Dans la voiture, je réponds à un énième message de ma mère, m'harcelant depuis hier pour savoir à qui j'ai préparé les lasagnes de papa. Cette recette est réservée « aux grandes occasions et aux grandes personnes » comme il disait toujours, elle se doute donc que je ne l'aurais pas faite à n'importe qui. Elle attend que je lui présente une fille depuis mon adolescence, malheureusement pour elle, malgré quelques amourettes, je n'ai jamais creusé le sujet, bien trop occupé par mes études. S'en est suivie la vie d'adulte et on va dire que je préfère les relations sans attaches. Pas de bisous, pas de sorties, pas de nuits complètes ensemble, juste le nécessaire. Je ne veux certainement pas lui faire rencontrer la première venue, j'ai pour projet de lui en présenter qu'une, au moment venu.

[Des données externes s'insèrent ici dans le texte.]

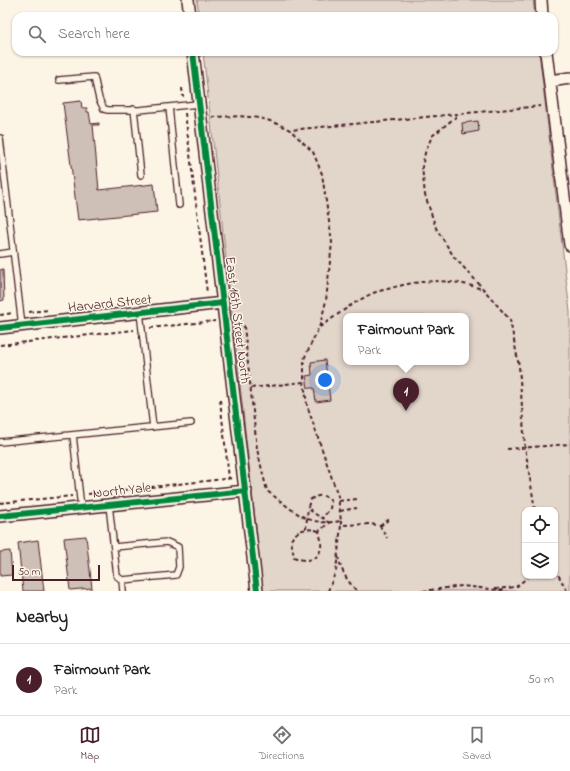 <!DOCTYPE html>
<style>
:root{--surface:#fff;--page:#f6f6f6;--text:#202124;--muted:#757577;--line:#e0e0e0;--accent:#4a1f2b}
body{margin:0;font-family:"Indie Flower",sans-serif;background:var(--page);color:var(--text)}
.controls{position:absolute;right:12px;bottom:12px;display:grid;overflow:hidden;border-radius:8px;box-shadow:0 1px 3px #0004}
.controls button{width:36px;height:36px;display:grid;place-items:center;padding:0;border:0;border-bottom:1px solid var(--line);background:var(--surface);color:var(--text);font:20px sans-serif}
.scale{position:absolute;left:12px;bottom:10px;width:88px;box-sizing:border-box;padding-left:4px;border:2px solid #4a1f2b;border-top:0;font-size:11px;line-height:14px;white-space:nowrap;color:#4a1f2b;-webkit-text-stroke:3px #fcf5e5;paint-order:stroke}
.you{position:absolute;left:325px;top:380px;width:14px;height:14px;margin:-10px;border:3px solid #fff;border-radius:50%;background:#1a73e8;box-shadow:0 0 0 6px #1a73e833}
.badge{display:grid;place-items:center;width:26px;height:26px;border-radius:50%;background:var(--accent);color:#fff;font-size:13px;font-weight:700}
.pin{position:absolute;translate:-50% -33px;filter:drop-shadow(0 1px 2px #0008)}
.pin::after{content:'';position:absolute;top:21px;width:14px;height:12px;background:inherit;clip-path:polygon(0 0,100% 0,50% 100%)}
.popup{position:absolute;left:343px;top:313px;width:126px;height:52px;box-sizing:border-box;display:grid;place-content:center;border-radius:8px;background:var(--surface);filter:drop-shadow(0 1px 3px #0005);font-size:13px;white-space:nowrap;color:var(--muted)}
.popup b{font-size:15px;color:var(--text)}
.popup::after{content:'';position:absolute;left:50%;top:100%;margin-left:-8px;border:8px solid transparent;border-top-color:var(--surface)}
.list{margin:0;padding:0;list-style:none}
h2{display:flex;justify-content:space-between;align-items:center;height:52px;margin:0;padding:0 16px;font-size:17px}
h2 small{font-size:13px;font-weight:400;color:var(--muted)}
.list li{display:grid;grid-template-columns:26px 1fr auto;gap:12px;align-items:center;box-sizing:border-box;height:72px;padding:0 16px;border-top:1px solid var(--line)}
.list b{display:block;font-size:15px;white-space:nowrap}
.list p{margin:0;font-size:13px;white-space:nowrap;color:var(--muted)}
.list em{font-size:13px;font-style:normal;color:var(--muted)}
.icon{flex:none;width:22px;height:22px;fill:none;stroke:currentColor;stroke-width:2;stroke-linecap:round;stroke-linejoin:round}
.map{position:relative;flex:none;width:570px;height:591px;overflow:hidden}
.search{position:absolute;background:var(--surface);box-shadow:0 1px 3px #0004;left:12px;right:12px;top:12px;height:44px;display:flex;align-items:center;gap:10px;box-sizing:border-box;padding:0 14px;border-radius:12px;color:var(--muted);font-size:15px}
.sheet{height:124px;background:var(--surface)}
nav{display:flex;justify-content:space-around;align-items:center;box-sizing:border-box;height:56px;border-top:1px solid var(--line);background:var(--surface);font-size:11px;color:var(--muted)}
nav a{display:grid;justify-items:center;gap:2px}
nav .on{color:var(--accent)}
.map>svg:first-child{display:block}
</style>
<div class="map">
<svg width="570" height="591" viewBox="0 0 570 591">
<rect width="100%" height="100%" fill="#fcf5e5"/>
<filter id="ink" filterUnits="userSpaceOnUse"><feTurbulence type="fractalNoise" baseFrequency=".025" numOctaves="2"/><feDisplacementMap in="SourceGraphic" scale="8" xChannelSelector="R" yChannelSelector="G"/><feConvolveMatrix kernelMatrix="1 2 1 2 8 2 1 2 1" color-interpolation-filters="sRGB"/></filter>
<g filter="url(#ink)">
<!-- green -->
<path fill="#e2d5ca" stroke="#967a7a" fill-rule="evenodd" d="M197,0H533L535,16H199Z
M203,52H539L570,312V591H263ZM346,316H466V362H346ZM525,510H555V576H525Z"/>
<!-- building -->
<path fill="#cfc0b7" stroke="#4a1f2b" d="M81,101L82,108H87V112H89L91,124L99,123V125H93L99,190L154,184L157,212L78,220L63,103Z
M478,121L479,131L463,134L462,123Z
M3,269L4,300L0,301V270Z
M325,360L330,400L316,402L314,388H308L306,376L312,375L311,362Z
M86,536L92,588L70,590L64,538Z
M38,540L44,591H23L18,543Z
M10,551L12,575L0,576V552Z"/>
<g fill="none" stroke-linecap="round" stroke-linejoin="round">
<!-- service casing -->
<g stroke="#4a1f2b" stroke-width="8">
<path id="service" d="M59,80L94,77L99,99L104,109L108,110H139L198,104
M169,107L179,205
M134,109L141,175
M0,138L22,326
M0,254L13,252
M140,312L153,427
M73,435L81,508
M0,442L191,423
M109,505L117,576L122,580L176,575L179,567L178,547L167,542L114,547
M122,580L123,591"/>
</g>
<!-- minor casing -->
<g stroke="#4a1f2b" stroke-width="14">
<path id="minor" d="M188,0L190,16
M541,0L542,16
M193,52L257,591
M546,52L570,245
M550,81L570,78
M0,328L223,303
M0,516L246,491"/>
</g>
<!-- path -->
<path stroke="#4a1f2b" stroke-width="2" stroke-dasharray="4 3" stroke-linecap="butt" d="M182,88L183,97
M185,113L207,293
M457,116L432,136L425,153L422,167L425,195L436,228L454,257L479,284L510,320L519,366L525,447L535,510
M212,117C246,116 260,114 290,130L541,106
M29,312L49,310
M0,315L13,313
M237,324L244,326L257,449L267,491C294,510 305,527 341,521L338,496L313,423L307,405L304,382
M320,327C336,316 352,303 371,294C377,291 385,290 391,288C423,279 453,278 484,290
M150,328L215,321
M0,345L134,330
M251,388L304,382V359L320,325L326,301L332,242L322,174L313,152L290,130
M220,400L229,478
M507,449L570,444
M88,494L233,478
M339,501L358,499
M0,503L72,496
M340,511L357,508
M341,521V525L371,524L380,526L387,538
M380,526L391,518
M306,529L308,507
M319,531C307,528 298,528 291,540L294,557C305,562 319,562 321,547C322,542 320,536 319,531L329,523C322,516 314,516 308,507L310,500C319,494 324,494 331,501L330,509L323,517
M338,556C341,570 346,580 357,591
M555,569L567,591
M495,589L516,587L529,576
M328,591L336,571L341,525
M423,591L462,586L507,591"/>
<!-- service -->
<use href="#service" stroke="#fcf5e5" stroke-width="5.5"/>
<!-- minor -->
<use href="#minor" stroke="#fcf5e5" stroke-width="11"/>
<!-- cycleway casing -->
<g stroke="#fcf5e5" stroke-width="8">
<path id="cycleway" d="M193,52L257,591
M0,328L223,303
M0,516L246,491"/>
</g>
<!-- cycleway -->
<use href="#cycleway" stroke="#00873e" stroke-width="6"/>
</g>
</g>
<g text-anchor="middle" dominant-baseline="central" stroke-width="3" stroke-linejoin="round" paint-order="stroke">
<!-- street labels -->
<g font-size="14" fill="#4a1f2b" stroke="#fcf5e5">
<text transform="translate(110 304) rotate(-6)">Harvard Street</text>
<text transform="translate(237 320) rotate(83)">East 16th Street North</text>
<text transform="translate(122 491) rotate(-6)">North Yale</text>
</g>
</g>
</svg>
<div class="controls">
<button><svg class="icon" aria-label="locate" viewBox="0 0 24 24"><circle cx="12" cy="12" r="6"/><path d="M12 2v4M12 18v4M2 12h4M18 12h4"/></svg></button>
<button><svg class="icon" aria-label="layers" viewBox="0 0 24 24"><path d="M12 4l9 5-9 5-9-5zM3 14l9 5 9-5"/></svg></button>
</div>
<div class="scale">50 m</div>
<div class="you"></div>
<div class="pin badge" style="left:406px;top:411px">1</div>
<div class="popup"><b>Fairmount Park</b>Park</div>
<div class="search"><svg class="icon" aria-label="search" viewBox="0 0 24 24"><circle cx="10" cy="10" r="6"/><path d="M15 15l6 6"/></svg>Search here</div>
</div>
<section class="sheet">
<h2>Nearby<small></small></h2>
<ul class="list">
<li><span class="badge">1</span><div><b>Fairmount Park</b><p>Park</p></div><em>50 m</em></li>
</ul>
</section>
<nav>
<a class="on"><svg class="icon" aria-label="map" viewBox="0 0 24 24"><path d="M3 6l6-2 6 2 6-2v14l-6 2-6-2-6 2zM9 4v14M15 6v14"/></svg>Map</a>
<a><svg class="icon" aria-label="directions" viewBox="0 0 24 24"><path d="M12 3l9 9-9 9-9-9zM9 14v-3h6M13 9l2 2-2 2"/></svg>Directions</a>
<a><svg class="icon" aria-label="saved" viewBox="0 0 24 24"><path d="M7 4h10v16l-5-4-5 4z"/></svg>Saved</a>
</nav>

De son côté, Alena doit aussi gérer sa maman, qui l'harcèle d'appels depuis ce matin, elle lui répond enfin dans un grognement. Malheureusement pour moi et ma curiosité, leur échange est en français, je ne comprends donc rien à la discussion, voire la confrontation qui se passe à côté de moi. Alena lève les yeux, serre le poing et conclut son appel par « Je ne sais pas si il a une nouvelle femme maman, écoute j'ai du travail je t'appelle demain, je t'aime » puis elle raccroche. Je me demande à propos de quoi était cet appel, en tout cas, je sais qu'il a cassé la bonne humeur de ma coéquipière. Pour détendre l'atmosphère, je tente une petite intervention « les mamans se sont passée le mot aujourd'hui, c'est sûr. » Elle ricane avec sarcasme et répond « Aujourd'hui ? Ça fait cinq ans que ça dure. » J'aimerais qu'on poursuive cette discussion, mais la voiture s'arrête, nous sommes à l'aéroport. Je sors en premier pour aller lui ouvrir la porte avant George, qui lui sort nos bagages et se dirige vers le jet de l'entreprise pour les ranger à l'intérieur. Une fois sur le tarmac, Alena a l'air émerveillée devant le l'avion, je lui donne un petit coup de coude et la taquine « Tu es une Hilton, fais comme si c'était normal pour toi. » Elle ricane, arbore un air hautain, marche d'une manière pompeuse et tient son sac comme une aristocrate. Cependant, sa gentillesse et son naturel reviennent vite au galop quand George monte les escaliers menant à l'avion et perd un sac au passage, il n'a pas le temps de se baisser qu'Alena a déjà accouru pour l'aider. Il tente de lui reprendre le sac, mais elle tient à le porter elle-même. À l'intérieur, après avoir aidé George à tout ranger, elle ne fait même plus semblant de jouer son rôle d'Hilton, elle prend des photos, des selfies et me demande l'utilité de chaque bouton à côté des sièges, elle est terriblement mignonne et sa joie est totalement contagieuse alors que j'ai voyagé ici une centaine de fois. J'aime comme tout la rend heureuse, elle aura la même réaction pour un croissant ou un jet privé. Je suis mal, très mal, elle est là que depuis trois jours et j'ai l'impression que je suis accro au fait de la faire sourire.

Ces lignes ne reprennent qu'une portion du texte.